> _RECORD EXTRACTS_:
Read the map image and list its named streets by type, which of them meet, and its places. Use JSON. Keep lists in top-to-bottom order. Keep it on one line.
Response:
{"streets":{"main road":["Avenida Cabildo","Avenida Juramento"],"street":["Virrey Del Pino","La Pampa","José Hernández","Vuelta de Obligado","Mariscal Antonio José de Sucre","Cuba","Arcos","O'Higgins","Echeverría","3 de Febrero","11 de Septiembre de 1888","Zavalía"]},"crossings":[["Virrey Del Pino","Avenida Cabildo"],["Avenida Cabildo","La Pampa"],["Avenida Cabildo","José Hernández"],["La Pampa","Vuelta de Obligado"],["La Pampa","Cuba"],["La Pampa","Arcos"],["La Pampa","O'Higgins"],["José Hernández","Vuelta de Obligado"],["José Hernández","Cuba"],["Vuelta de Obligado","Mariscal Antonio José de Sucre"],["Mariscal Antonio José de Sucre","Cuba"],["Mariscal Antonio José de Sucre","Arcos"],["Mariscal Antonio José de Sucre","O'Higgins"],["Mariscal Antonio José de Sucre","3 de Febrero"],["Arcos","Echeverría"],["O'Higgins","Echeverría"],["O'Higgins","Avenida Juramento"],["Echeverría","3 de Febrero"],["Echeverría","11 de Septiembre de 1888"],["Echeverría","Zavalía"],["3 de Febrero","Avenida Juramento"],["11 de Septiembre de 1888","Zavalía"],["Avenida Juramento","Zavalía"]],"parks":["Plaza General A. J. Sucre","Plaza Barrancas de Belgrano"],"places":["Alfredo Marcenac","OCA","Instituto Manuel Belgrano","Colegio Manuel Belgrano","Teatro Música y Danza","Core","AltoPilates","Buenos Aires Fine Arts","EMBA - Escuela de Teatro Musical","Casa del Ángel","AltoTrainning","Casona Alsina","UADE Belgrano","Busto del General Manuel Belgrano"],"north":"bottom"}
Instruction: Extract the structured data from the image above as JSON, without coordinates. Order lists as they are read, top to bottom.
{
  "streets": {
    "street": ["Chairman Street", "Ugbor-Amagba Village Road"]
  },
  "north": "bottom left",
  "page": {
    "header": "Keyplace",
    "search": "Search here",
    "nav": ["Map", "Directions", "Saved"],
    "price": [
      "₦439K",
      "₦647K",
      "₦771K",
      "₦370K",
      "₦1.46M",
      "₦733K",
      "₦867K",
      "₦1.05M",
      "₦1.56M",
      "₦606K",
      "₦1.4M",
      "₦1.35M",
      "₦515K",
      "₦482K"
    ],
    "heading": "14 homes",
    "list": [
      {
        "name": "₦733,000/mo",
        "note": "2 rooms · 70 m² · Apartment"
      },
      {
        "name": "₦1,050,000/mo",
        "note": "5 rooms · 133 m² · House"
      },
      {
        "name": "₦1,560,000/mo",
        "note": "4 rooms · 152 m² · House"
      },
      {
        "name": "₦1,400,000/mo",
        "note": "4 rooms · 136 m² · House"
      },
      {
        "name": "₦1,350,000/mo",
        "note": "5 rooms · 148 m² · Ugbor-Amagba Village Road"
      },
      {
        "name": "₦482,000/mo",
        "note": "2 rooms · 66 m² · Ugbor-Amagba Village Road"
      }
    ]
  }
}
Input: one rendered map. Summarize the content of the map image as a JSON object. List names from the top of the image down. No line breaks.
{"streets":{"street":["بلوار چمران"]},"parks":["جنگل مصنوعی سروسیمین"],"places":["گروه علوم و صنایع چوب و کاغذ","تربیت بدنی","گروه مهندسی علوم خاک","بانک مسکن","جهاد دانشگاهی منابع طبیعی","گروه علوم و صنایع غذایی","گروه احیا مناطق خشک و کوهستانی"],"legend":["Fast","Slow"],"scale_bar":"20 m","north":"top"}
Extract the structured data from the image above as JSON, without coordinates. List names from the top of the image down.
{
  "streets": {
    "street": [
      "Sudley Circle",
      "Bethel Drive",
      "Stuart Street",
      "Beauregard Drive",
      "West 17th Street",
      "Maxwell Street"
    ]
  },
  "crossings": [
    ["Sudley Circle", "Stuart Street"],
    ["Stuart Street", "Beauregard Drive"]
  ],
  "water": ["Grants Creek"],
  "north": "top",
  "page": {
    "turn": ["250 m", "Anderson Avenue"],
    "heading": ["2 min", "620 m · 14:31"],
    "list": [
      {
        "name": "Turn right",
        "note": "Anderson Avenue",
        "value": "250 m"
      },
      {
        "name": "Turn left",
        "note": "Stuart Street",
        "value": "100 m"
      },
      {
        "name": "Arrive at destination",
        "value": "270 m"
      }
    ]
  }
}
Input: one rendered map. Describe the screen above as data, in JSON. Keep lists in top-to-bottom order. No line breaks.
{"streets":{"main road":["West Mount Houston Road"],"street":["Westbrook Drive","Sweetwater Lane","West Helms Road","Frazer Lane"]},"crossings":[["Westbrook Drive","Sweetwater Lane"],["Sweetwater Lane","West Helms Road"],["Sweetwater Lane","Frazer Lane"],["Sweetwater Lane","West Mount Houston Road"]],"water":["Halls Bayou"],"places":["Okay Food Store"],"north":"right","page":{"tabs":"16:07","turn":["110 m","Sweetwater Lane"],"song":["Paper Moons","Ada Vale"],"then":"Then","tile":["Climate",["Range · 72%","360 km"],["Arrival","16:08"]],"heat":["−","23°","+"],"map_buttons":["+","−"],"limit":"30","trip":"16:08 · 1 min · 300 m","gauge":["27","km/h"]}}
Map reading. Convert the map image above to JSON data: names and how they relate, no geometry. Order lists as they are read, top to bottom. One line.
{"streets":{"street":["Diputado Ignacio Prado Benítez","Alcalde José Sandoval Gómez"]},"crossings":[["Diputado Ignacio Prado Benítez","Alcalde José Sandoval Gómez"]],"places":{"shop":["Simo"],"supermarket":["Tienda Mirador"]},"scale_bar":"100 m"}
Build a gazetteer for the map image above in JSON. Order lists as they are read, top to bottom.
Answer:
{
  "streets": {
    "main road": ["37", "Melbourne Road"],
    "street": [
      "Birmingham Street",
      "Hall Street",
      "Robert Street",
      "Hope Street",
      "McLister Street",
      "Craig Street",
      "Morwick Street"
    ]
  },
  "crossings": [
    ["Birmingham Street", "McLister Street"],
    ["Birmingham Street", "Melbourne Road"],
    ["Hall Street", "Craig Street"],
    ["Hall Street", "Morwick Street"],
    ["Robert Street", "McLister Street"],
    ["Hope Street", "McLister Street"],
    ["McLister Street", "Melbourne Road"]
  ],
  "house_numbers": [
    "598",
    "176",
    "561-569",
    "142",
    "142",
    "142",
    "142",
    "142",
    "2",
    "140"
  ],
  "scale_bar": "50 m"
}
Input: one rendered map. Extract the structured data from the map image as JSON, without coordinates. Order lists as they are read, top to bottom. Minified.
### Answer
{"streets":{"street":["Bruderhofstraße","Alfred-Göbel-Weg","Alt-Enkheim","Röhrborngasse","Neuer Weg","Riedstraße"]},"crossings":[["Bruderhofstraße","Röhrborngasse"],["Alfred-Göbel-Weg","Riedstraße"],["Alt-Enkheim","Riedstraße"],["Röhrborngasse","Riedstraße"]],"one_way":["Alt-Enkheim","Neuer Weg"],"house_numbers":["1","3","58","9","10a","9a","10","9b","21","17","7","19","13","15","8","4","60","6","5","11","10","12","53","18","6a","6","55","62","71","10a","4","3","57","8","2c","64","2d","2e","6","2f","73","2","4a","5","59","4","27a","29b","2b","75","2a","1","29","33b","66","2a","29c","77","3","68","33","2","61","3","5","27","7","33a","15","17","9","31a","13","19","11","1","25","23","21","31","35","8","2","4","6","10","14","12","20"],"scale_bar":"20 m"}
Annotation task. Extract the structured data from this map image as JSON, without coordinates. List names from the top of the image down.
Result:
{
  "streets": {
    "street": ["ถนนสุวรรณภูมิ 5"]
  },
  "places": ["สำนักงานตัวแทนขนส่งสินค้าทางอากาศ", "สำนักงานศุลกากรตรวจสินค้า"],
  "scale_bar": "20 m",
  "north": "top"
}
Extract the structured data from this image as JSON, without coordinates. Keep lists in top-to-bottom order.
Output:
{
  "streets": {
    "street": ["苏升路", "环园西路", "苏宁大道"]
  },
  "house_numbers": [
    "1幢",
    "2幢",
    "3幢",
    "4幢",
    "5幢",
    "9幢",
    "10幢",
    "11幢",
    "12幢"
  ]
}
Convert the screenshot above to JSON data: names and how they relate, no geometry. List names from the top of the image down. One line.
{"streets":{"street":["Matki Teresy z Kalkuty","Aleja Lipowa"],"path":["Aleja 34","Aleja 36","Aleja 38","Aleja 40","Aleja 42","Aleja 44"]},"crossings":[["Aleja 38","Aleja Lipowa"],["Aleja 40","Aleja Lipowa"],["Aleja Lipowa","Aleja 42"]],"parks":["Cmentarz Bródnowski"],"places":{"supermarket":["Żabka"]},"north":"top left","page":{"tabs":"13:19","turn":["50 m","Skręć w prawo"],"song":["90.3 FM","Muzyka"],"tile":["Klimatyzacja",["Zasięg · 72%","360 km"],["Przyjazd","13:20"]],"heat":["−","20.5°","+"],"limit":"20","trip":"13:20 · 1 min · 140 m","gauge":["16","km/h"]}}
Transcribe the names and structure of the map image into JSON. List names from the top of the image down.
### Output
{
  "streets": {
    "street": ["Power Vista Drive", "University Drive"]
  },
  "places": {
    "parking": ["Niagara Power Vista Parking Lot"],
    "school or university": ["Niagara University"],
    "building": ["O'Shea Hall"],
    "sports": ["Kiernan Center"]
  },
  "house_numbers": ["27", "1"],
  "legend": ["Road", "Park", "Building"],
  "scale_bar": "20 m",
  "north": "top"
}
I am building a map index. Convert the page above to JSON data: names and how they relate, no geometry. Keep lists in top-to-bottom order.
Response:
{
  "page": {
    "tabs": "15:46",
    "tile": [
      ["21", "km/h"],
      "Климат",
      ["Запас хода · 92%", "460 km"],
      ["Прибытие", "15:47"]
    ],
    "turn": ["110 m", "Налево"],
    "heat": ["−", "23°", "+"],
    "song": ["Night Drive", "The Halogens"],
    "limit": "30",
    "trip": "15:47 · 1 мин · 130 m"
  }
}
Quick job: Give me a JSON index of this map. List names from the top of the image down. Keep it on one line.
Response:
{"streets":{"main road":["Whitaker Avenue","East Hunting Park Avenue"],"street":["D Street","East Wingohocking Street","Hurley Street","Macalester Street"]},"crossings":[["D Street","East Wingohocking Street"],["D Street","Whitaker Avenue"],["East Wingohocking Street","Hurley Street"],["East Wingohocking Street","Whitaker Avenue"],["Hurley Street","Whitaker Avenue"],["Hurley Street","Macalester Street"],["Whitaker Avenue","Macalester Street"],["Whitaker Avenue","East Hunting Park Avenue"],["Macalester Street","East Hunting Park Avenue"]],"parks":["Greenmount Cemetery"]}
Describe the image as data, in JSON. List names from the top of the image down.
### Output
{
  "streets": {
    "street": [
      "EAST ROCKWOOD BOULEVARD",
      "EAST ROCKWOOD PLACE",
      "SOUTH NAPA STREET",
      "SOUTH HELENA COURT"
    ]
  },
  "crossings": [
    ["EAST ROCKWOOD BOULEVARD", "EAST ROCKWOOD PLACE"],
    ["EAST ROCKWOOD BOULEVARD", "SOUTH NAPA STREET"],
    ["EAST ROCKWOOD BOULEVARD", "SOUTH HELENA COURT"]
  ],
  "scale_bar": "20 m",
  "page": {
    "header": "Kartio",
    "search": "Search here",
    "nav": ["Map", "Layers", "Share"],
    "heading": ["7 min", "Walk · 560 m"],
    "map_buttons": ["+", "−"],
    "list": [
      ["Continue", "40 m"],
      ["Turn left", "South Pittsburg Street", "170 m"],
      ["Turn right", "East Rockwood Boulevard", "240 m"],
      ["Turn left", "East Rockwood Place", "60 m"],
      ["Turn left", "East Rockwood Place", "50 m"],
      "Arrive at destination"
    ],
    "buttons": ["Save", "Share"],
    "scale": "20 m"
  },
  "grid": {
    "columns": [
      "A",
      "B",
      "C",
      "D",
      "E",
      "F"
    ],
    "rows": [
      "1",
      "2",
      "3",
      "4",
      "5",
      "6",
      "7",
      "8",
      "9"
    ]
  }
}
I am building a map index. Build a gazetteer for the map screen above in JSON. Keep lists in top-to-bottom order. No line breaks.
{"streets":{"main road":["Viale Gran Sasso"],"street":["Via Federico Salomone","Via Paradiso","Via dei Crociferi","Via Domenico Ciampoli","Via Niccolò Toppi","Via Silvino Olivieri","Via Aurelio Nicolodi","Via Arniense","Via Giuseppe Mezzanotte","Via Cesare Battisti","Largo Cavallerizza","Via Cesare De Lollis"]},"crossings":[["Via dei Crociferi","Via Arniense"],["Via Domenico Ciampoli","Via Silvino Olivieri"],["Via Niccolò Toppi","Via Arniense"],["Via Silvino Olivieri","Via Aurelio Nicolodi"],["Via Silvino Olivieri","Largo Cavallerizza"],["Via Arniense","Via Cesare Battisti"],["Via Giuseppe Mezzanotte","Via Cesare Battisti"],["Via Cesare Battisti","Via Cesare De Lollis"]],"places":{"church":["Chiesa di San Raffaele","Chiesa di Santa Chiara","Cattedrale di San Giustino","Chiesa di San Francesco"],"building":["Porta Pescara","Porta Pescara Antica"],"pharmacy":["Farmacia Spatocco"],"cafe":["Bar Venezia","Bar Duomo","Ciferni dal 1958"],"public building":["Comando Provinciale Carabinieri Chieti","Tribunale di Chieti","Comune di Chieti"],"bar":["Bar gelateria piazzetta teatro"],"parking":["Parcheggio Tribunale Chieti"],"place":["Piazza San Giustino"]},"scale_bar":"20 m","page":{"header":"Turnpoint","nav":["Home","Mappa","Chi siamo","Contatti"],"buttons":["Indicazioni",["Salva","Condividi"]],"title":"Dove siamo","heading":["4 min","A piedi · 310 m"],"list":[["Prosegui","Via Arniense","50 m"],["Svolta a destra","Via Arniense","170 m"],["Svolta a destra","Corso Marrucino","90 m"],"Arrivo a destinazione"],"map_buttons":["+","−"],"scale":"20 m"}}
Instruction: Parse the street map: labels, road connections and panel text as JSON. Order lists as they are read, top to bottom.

> _TASK GOAL_: Among the entries above, determine how many lines contain "this", then output only that number.

> _RESPONSE TO THE EXERCISE_: 3